▶ Task requirements
An exact copy of every record below is needed, with all pictures removed.

▶ Excerpts from a dataset
┄┄┄┄┄┄

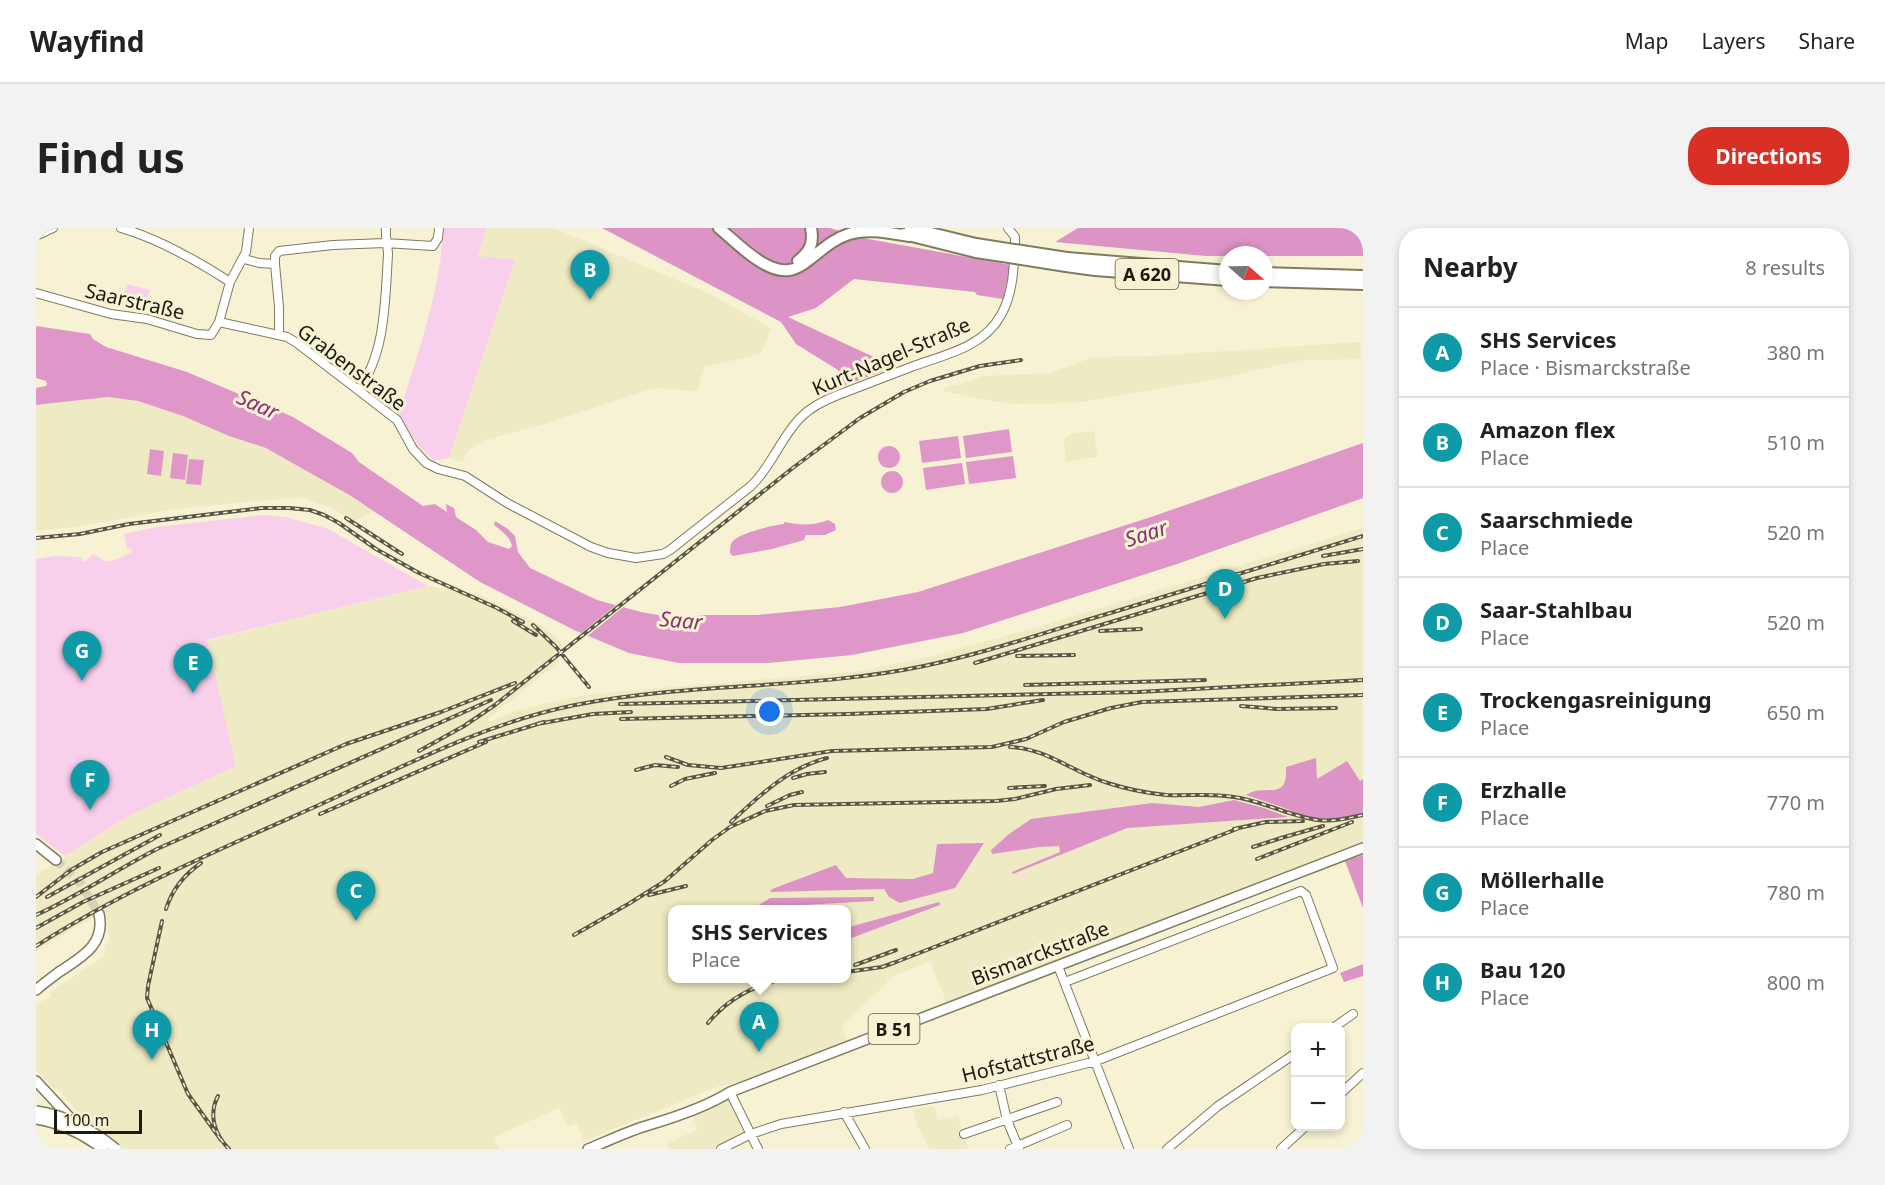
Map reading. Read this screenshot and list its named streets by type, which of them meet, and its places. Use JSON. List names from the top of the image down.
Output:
{
  "streets": {
    "highway": ["A 620"],
    "main road": ["Bismarckstraße", "B 51"],
    "street": [
      "Saarstraße",
      "Kurt-Nagel-Straße",
      "Grabenstraße",
      "Hofstattstraße"
    ]
  },
  "crossings": [
    ["Saarstraße", "Grabenstraße"],
    ["Kurt-Nagel-Straße", "Grabenstraße"],
    ["Bismarckstraße", "Hofstattstraße"]
  ],
  "water": ["Saar"],
  "scale_bar": "100 m",
  "north": "right",
  "page": {
    "header": "Wayfind",
    "nav": ["Map", "Layers", "Share"],
    "buttons": "Directions",
    "title": "Find us",
    "heading": ["Nearby", "8 results"],
    "pins": [
      "B",
      "D",
      "G",
      "E",
      "F",
      "C",
      "A",
      "H"
    ],
    "list": [
      {
        "mark": "A",
        "name": "SHS Services",
        "note": "Place · Bismarckstraße",
        "value": "380 m"
      },
      {
        "mark": "B",
        "name": "Amazon flex",
        "note": "Place",
        "value": "510 m"
      },
      {
        "mark": "C",
        "name": "Saarschmiede",
        "note": "Place",
        "value": "520 m"
      },
      {
        "mark": "D",
        "name": "Saar-Stahlbau",
        "note": "Place",
        "value": "520 m"
      },
      {
        "mark": "E",
        "name": "Trockengasreinigung",
        "note": "Place",
        "value": "650 m"
      },
      {
        "mark": "F",
        "name": "Erzhalle",
        "note": "Place",
        "value": "770 m"
      },
      {
        "mark": "G",
        "name": "Möllerhalle",
        "note": "Place",
        "value": "780 m"
      },
      {
        "mark": "H",
        "name": "Bau 120",
        "note": "Place",
        "value": "800 m"
      }
    ],
    "popup": ["SHS Services", "Place"],
    "map_buttons": ["+", "−"],
    "scale": "100 m"
  }
}
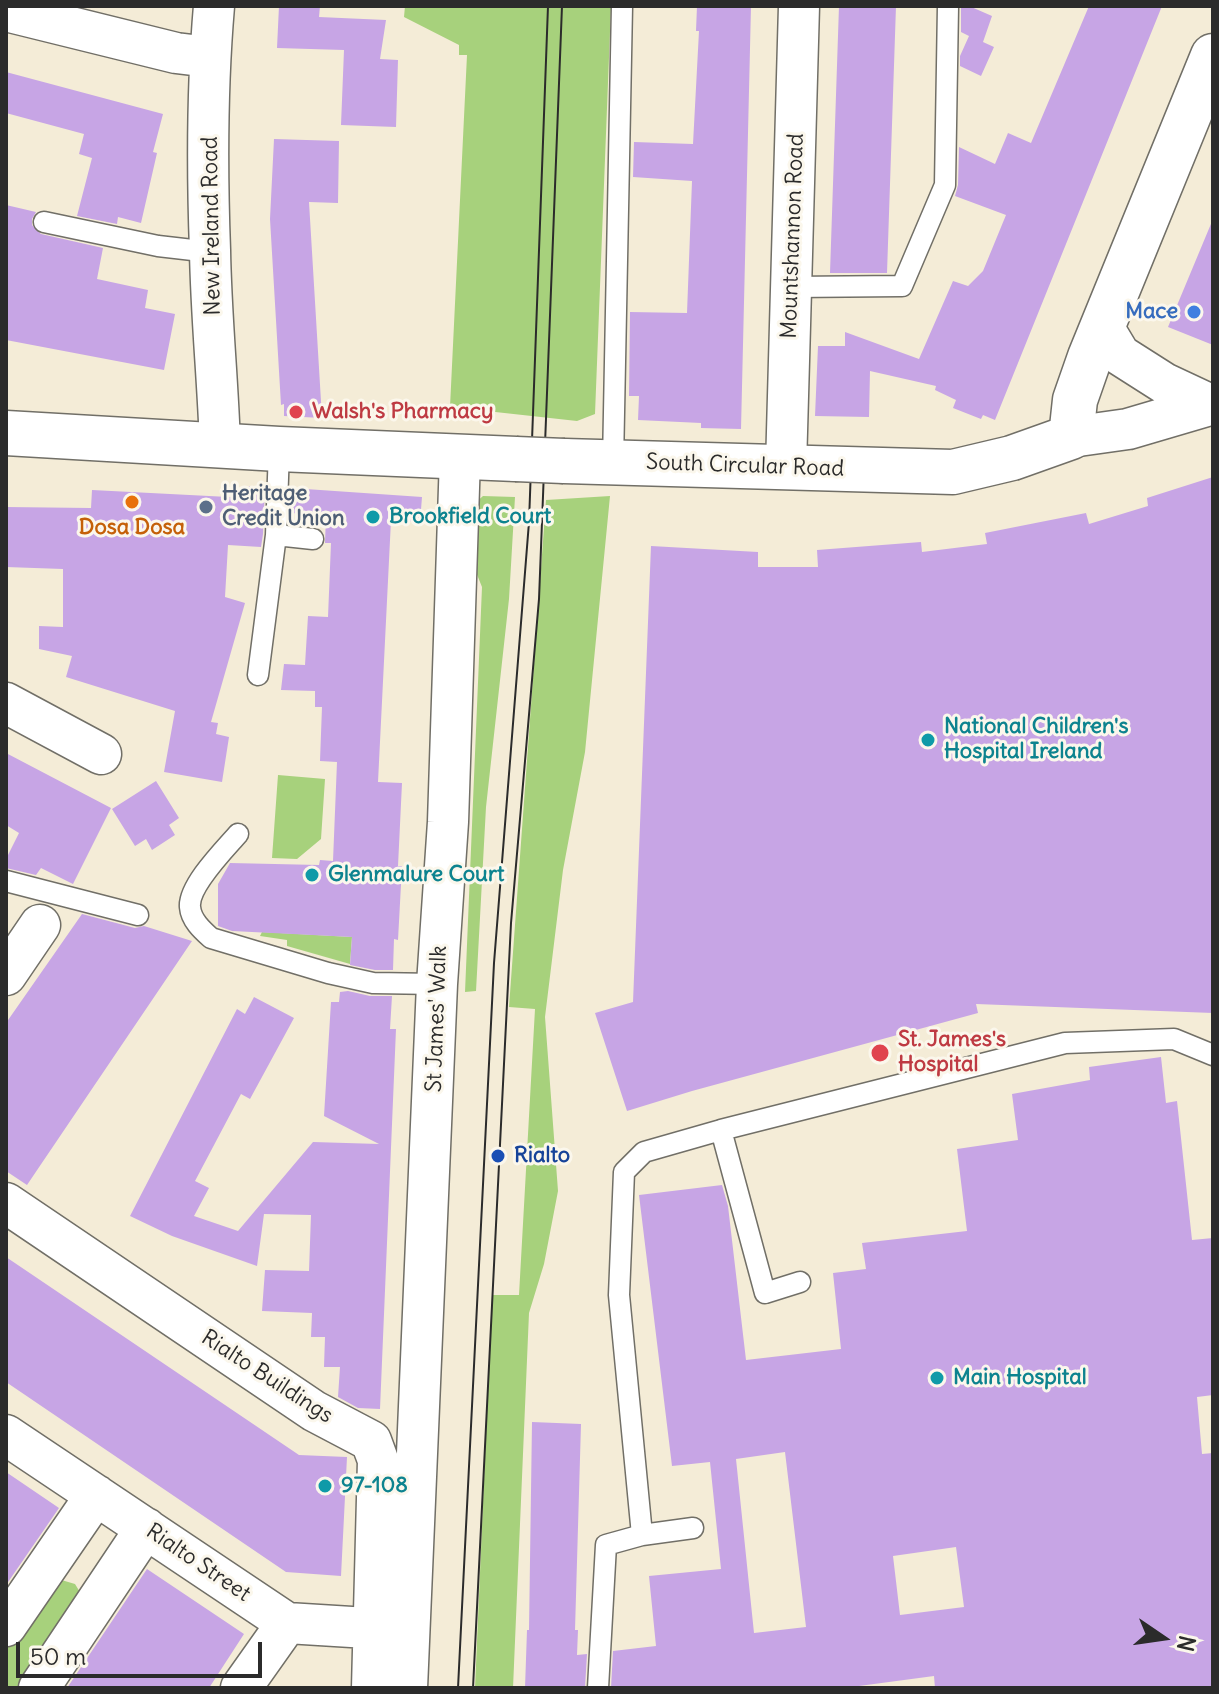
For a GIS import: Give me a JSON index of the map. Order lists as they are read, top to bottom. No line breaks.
{"streets":{"main road":["South Circular Road"],"street":["New Ireland Road","Mountshannon Road","St James' Walk","Rialto Buildings","Rialto Street"]},"crossings":[["New Ireland Road","South Circular Road"],["Mountshannon Road","South Circular Road"],["South Circular Road","St James' Walk"],["St James' Walk","Rialto Buildings"],["St James' Walk","Rialto Street"],["Rialto Buildings","Rialto Street"]],"places":["Mace","Walsh's Pharmacy","Dosa Dosa","Heritage Credit Union","Brookfield Court","National Children's Hospital Ireland","Glenmalure Court","St. James's Hospital","Rialto","Main Hospital","97-108"],"scale_bar":"50 m","north":"right"}
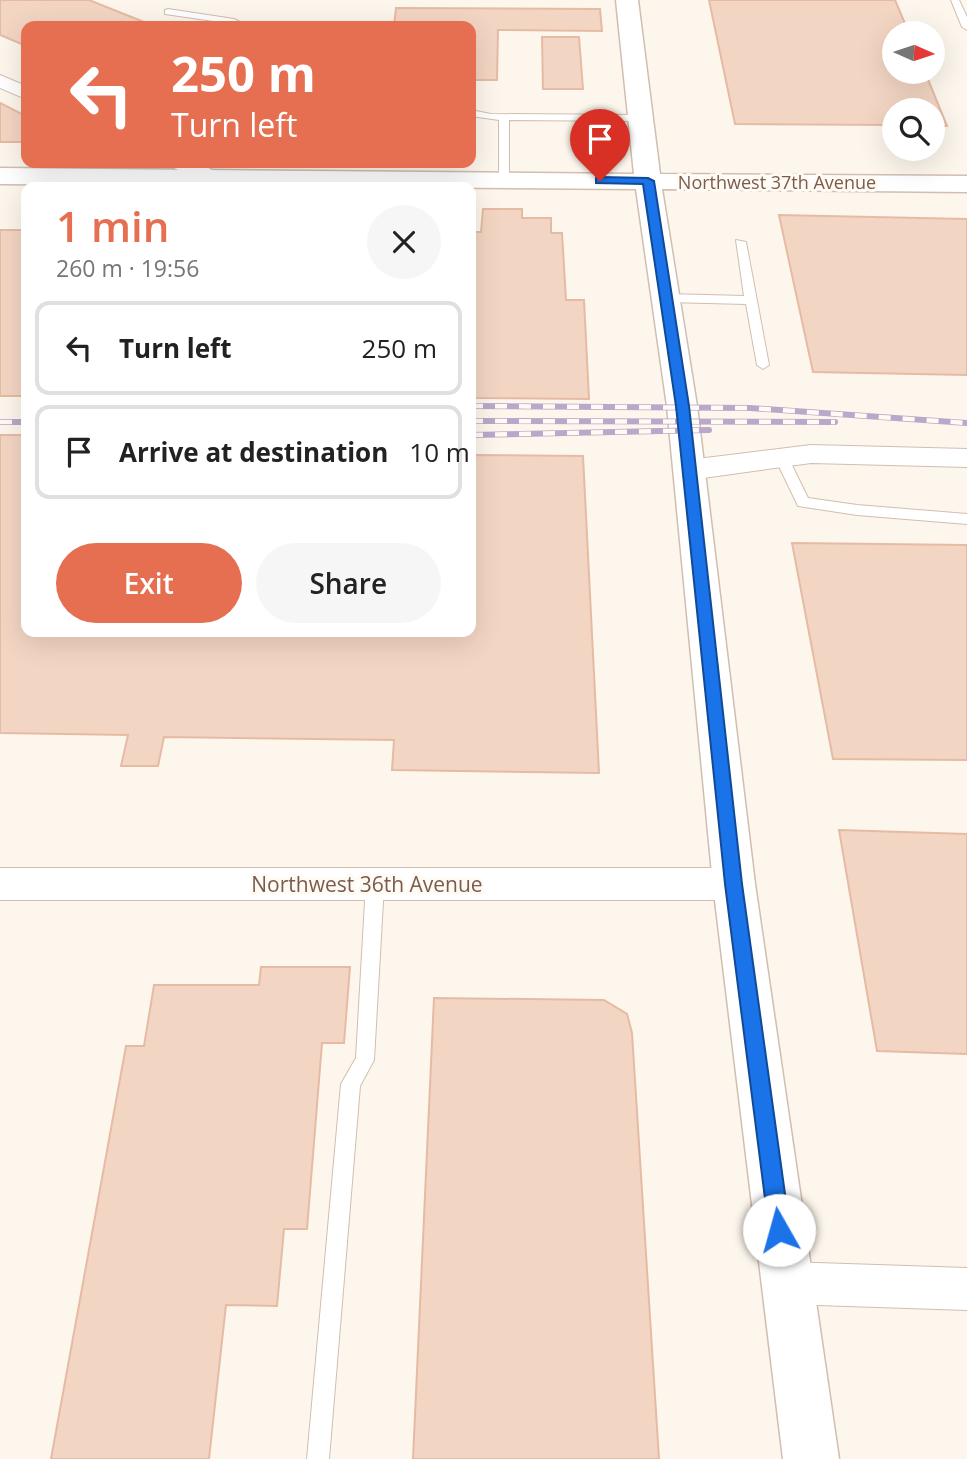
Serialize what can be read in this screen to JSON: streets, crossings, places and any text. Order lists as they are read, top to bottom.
{
  "streets": {
    "street": ["Northwest 37th Avenue", "Northwest 36th Avenue"]
  },
  "north": "right",
  "page": {
    "turn": ["250 m", "Turn left"],
    "heading": ["1 min", "260 m · 19:56"],
    "list": [
      {
        "name": "Turn left",
        "value": "250 m"
      },
      {
        "name": "Arrive at destination",
        "value": "10 m"
      }
    ],
    "buttons": ["Exit", "Share"]
  }
}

┄┄┄┄┄┄

▶ Response
Map reading. Read this screenshot and list its named streets by type, which of them meet, and its places. Use JSON. List names from the top of the image down.
Output:
{
  "streets": {
    "highway": ["A 620"],
    "main road": ["Bismarckstraße", "B 51"],
    "street": [
      "Saarstraße",
      "Kurt-Nagel-Straße",
      "Grabenstraße",
      "Hofstattstraße"
    ]
  },
  "crossings": [
    ["Saarstraße", "Grabenstraße"],
    ["Kurt-Nagel-Straße", "Grabenstraße"],
    ["Bismarckstraße", "Hofstattstraße"]
  ],
  "water": ["Saar"],
  "scale_bar": "100 m",
  "north": "right",
  "page": {
    "header": "Wayfind",
    "nav": ["Map", "Layers", "Share"],
    "buttons": "Directions",
    "title": "Find us",
    "heading": ["Nearby", "8 results"],
    "pins": [
      "B",
      "D",
      "G",
      "E",
      "F",
      "C",
      "A",
      "H"
    ],
    "list": [
      {
        "mark": "A",
        "name": "SHS Services",
        "note": "Place · Bismarckstraße",
        "value": "380 m"
      },
      {
        "mark": "B",
        "name": "Amazon flex",
        "note": "Place",
        "value": "510 m"
      },
      {
        "mark": "C",
        "name": "Saarschmiede",
        "note": "Place",
        "value": "520 m"
      },
      {
        "mark": "D",
        "name": "Saar-Stahlbau",
        "note": "Place",
        "value": "520 m"
      },
      {
        "mark": "E",
        "name": "Trockengasreinigung",
        "note": "Place",
        "value": "650 m"
      },
      {
        "mark": "F",
        "name": "Erzhalle",
        "note": "Place",
        "value": "770 m"
      },
      {
        "mark": "G",
        "name": "Möllerhalle",
        "note": "Place",
        "value": "780 m"
      },
      {
        "mark": "H",
        "name": "Bau 120",
        "note": "Place",
        "value": "800 m"
      }
    ],
    "popup": ["SHS Services", "Place"],
    "map_buttons": ["+", "−"],
    "scale": "100 m"
  }
}
For a GIS import: Give me a JSON index of the map. Order lists as they are read, top to bottom. No line breaks.
{"streets":{"main road":["South Circular Road"],"street":["New Ireland Road","Mountshannon Road","St James' Walk","Rialto Buildings","Rialto Street"]},"crossings":[["New Ireland Road","South Circular Road"],["Mountshannon Road","South Circular Road"],["South Circular Road","St James' Walk"],["St James' Walk","Rialto Buildings"],["St James' Walk","Rialto Street"],["Rialto Buildings","Rialto Street"]],"places":["Mace","Walsh's Pharmacy","Dosa Dosa","Heritage Credit Union","Brookfield Court","National Children's Hospital Ireland","Glenmalure Court","St. James's Hospital","Rialto","Main Hospital","97-108"],"scale_bar":"50 m","north":"right"}
Serialize what can be read in this screen to JSON: streets, crossings, places and any text. Order lists as they are read, top to bottom.
{
  "streets": {
    "street": ["Northwest 37th Avenue", "Northwest 36th Avenue"]
  },
  "north": "right",
  "page": {
    "turn": ["250 m", "Turn left"],
    "heading": ["1 min", "260 m · 19:56"],
    "list": [
      {
        "name": "Turn left",
        "value": "250 m"
      },
      {
        "name": "Arrive at destination",
        "value": "10 m"
      }
    ],
    "buttons": ["Exit", "Share"]
  }
}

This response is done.